Le coronavirus a aussi des conséquences sur la procédure civile

© Philippe VANSTEENKISTE et Arne FIERENS

Un des arrêtés royaux (AR) publiés le 9 avril dernier au Moniteur Belge met sur pied des mesures jugées nécessaires par le gouvernement en matière de la procédure civile. Il s’agit plus précisément de l’AR n°2 du 9 avril 2020 concernant la prorogation des délais de prescription et les autres délais pour ester en justice, ainsi que la prorogation des délais de procédure et la procédure écrite devant les cours et tribunaux. Les trois points principaux de cet AR qui portent donc sur 1) la prorogation des délais dans les affaires pendantes, 2) les plaidoiries prévues pendant la période de « lockdown » et 3) la prescription sont brièvement synthétisés ci-après.

La première mesure de l’AR concerne donc les délais de procédure et les délais pour introduire un recours. Concrètement, il s’agit notamment des délais pour déposer des conclusions ou pour interjeter appel. Si ces délais expirent dans la période du 9 avril au 3 mai 2020 inclus (cette date de fin pouvant être reportée par le Roi), ils sont de plein droit, c.à.d. automatiquement, prolongés jusqu’à un mois après la fin de la période de crise. Actuellement, la fin de la période de crise est fixée dans l’AR au 3 mai 2020 en sorte que les délais en question ont au moins été prolongés jusqu’au 3 juin 2020.

Toutefois, cette règle d’exception n’est pas d’application aux procédures pénales (à l’exception des affaires pénales qui concernent uniquement le règlement des intérêts civils), aux procédures disciplinaires et aux délais d’ordre et d’attente.
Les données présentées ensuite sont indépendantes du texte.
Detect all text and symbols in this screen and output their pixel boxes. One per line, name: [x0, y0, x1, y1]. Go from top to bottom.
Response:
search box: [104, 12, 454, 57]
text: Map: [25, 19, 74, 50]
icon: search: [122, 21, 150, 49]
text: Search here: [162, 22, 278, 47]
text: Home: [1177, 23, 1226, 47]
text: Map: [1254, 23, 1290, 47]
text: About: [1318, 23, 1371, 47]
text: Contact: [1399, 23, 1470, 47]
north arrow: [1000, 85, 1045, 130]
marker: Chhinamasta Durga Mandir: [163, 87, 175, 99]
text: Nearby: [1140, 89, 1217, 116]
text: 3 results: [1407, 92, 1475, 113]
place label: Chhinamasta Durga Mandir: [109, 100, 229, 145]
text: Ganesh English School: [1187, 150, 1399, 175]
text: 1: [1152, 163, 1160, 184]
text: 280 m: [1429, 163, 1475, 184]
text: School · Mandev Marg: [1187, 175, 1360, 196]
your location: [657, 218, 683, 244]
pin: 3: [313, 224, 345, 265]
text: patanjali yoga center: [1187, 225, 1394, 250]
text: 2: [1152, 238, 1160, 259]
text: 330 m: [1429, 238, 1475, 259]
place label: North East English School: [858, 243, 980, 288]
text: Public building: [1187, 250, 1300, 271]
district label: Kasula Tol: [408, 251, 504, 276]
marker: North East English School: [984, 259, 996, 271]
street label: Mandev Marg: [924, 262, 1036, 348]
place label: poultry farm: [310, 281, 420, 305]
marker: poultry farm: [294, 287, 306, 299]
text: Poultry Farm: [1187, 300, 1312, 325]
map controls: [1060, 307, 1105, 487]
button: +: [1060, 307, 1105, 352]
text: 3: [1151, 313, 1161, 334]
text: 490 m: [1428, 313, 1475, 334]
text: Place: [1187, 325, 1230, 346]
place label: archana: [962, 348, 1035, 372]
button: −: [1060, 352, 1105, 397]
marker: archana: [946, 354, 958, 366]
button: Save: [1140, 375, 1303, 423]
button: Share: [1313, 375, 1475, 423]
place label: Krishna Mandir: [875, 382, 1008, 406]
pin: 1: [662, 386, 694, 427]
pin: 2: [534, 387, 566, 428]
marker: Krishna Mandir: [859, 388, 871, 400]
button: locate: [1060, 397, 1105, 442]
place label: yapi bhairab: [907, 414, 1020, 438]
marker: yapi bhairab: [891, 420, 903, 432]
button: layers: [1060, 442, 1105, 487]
Bien entendu, la prorogation des délais de conclusions sur base de cette réglementation a également des répercussions sur les délais de conclusions qui suivent cette période prolongée. Les délais ultérieurs sont également de plein droit reportés de manière à ce qu’ils restent aussi long qu’initialement fixés, bien qu’ils ne commencent à courir que plus tard.

Le législateur a illustré cela par l’exemple suivant : « Supposons que A devra conclure pour le 10 avril 2020, B un mois après l’échéance du délai de A et C un mois après l’échéance du délai de B. Et supposons que le délai de A sera en vertu de l’arrêté prolongé jusqu’au 3 juin 2020. Dans ce cas, le délai de B prendra fin le 3 juillet, celui de C le 3 août. Sans confinement, les délais venaient à échéance le 10 avril, le 10 mai et le 10 juin, respectivement pour A, B et C ».
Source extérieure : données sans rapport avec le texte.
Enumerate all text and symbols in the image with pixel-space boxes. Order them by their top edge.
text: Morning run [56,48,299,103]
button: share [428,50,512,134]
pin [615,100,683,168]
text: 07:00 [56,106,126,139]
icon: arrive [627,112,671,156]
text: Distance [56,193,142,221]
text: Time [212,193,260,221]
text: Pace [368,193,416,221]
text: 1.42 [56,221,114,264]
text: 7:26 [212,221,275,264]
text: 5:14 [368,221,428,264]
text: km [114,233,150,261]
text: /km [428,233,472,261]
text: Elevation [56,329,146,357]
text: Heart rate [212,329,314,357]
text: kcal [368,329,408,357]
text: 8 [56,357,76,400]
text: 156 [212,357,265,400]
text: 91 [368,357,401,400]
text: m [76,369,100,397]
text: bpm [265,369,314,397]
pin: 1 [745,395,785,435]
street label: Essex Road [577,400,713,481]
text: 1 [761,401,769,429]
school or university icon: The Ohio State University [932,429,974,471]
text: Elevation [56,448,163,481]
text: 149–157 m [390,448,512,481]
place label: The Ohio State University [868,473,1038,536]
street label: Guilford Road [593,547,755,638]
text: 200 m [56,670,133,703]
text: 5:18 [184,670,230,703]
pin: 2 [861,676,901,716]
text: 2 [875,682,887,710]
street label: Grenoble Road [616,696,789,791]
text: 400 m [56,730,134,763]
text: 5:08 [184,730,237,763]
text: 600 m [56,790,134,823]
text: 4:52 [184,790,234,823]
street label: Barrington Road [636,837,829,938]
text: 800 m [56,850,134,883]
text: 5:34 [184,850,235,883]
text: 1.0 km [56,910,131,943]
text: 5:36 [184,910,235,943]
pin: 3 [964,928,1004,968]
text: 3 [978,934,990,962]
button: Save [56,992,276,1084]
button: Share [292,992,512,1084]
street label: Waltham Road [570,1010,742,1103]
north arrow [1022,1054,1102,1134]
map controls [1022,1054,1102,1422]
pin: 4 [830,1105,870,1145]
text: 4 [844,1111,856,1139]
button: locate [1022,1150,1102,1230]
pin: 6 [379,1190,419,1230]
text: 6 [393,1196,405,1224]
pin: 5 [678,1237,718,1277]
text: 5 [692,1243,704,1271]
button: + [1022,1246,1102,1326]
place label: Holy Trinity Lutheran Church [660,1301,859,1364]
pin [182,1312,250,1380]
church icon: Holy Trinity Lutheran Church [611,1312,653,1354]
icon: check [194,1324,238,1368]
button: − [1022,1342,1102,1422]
Lorsqu’il y a urgence et que le retard de la procédure présente un danger, la prorogation des délais peut, par requête motivée d’une des parties, être exclue par le juge.

Si le dernier délai de conclusions expire moins d’un mois avant l’audience, cette dernière sera remise de plein droit.

La deuxième mesure de l’AR vise à éviter le contact physique avec les tribunaux et implique que pour toutes les affaires civiles qui devaient en principe être plaidées dans la période du 11 avril au 3 juin 2020, la procédure écrite deviendra la règle et les plaidoiries n’auront donc pas lieu. Ces affaires seront prises en délibérée de plein droit sans plaidoiries, uniquement sur base des pièces et des conclusions. Toutefois, cette procédure écrite ne peut être appliquée que si toutes les parties ont conclu. Si toutes les parties impliquées s’opposent à la procédure écrite, une nouvelle date d’audience devra être fixée. Cette disposition spéciale a deux conséquences importantes : une procédure en débats succincts à l’audience d’introduction (application de l’art. 735 C.J.) est pratiquement exclue et il est impossible de solliciter des jugements par défaut jusqu’au 3 juin 2020.

Enfin, la troisième mesure de l’AR a des conséquences en termes de prescription. Si une prescription menace d’être atteinte dans la période du 9 avril au 3 mai 2020 inclus, le gouvernement a prévu la possibilité de lancer citation (momentanément) jusqu’au 3 juin 2020 inclus afin d’interrompre valablement la prescription conformément à l’article 2244 du Code civil.